Los hombres que añoran a una mujer consumen más energía en ese acto que en cualquier otra cosa que hagan durante el día. Sus rostros amanecen agotados, los músculos que tienen que soportar el peso de los grilletes alrededor de los tobillos están permanentemente tensos. No hay descanso alguno, nunca hay paz. Los calambres de la necesidad atosigan las manos y los muslos. Y esa bola de acero que es la ansiedad termina por doblegar la espalda. «Sí, te estoy echando de menos ya. ¿Estás contenta? ¿Cuándo termina todo esto?» Todo esto sólo se acaba en los paréntesis de la morfina. Ahí, en el contexto estable y delimitado de una inyección, puedo enfrentar a Alberta. Hablo con ella a gritos en la ribera del mundo y, luego, convencido de que estoy haciendo lo debido, le doy la espalda. Nunca regreso. Ninguna debilidad sentimental me obliga a cargarla en mis brazos. Ella triunfará. Siempre lo hará. Si las mujeres esconden toda la luz del mundo bajo el regazo, entonces es preferible que el universo se mantenga a oscuras, Matilda. Estoy convencido de esto.
La luz del sol los distrae al mismo tiempo. Es un amanecer lívido y estruendoso a la vez. Bajo su manto, todavía con la ropa puesta, los dos se recuestan sobre el piso y duermen abrazados. Sin darse cuenta.
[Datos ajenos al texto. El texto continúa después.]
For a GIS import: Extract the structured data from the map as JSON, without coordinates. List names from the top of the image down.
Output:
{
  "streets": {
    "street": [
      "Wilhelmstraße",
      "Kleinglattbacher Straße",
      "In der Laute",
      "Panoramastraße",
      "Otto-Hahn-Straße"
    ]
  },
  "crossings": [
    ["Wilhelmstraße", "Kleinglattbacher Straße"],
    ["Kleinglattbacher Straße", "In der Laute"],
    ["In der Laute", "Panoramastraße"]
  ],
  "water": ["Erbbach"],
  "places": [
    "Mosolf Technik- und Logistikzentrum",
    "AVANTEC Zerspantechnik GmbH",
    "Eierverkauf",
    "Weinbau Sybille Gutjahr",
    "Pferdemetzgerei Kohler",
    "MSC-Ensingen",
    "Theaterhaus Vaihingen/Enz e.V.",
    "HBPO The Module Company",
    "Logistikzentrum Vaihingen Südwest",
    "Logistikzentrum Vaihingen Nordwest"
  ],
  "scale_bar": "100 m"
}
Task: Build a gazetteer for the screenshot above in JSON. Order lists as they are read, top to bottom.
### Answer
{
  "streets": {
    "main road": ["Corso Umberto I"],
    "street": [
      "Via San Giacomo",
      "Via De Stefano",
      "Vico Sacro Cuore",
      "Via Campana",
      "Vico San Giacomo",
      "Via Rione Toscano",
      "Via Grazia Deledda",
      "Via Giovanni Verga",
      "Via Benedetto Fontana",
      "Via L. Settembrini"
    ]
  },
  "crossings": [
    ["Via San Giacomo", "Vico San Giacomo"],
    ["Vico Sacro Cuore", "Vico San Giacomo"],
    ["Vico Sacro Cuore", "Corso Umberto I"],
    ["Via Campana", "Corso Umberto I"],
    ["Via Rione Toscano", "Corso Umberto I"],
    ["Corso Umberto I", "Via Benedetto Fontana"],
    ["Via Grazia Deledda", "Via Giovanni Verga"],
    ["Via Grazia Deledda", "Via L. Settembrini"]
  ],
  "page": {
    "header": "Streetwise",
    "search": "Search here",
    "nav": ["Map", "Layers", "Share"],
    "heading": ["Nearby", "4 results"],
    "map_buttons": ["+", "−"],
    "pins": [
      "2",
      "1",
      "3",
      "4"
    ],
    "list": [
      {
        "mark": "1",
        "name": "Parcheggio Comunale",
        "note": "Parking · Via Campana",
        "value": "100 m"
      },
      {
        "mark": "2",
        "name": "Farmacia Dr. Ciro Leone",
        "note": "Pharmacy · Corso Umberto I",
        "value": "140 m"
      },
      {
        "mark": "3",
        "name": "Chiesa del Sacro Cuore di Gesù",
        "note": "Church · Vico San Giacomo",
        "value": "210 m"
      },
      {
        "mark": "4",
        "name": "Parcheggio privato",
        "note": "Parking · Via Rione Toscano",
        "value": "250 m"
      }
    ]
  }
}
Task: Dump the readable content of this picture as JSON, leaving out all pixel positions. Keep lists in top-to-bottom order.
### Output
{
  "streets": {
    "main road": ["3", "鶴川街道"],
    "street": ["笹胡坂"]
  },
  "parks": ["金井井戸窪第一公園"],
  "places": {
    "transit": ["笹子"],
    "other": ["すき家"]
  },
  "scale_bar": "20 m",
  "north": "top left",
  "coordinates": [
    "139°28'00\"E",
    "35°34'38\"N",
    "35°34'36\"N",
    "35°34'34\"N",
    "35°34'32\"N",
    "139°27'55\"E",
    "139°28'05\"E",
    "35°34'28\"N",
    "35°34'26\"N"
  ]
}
Eduardo Oligochea llega un sábado a las tres de la tarde con el certificado médico en las manos. Su firma al calce del documento es pequeña y sin adornos. Sobre su cabeza, en el reflejo de sus gafas doradas, está su propia humillación a un lado de la luz húmeda de julio. Matilda y Joaquín lo han esperado semanas enteras y, mientras tanto, han preparado su bienvenida con todo cuidado. Con los adelantos de dinero que les hace llegar Arturo Loayza han comprado máscaras y maquillaje, papel de china y un fonógrafo, copal. Lo demás lo gastan en sal, jabón, verduras de mercado, flores. Su elección de mercancías es caprichosa, más producto del placer que de la necesidad o de los hábitos saludables. A diferencia de los días secos de la primavera en que se entretenían destruyendo cosas, deshaciéndose de ellas, ahora se divierten creando un mundo a su gusto, un lugar en el que puedan entrar como una mano entra en un guante a la medida. Todas las fotografías de Joaquín están prendidas a las paredes con tachuelas. Mujeres y ausencias se reparten de manera desigual en la sala y la biblioteca, la cocina y el baño. Las imágenes de Diamantina engrandecen el piano. La pornografía de Alberta decora la entrada de la casa. Matilda ha fabricado hileras de flores con el papel de china para adornar los cuartos comunes de la casa. Pedazos de seda cubren las lámparas para cambiar los tonos de la atmósfera. En el fonógrafo hay música de fox-trot, conciertos de Paderewski grabados en Inglaterra. Cuando ven llegar a su primer visitante, Matilda corre al antiguo cuarto de Joaquín y se pone su traje negro. Una camisa blanca cubre sus senos flácidos y sus cabellos se esconden bajo un sombrero de fieltro. La parodia de Santa durante el estreno.
—Lo estábamos esperando —el saludo de Joaquín tiene un toque de inocencia y otro de perversión. Antes de abrirle la puerta de la casa, le pide el certificado médico. Entonces, una vez que éste se encuentra en sus manos, le permite pasar.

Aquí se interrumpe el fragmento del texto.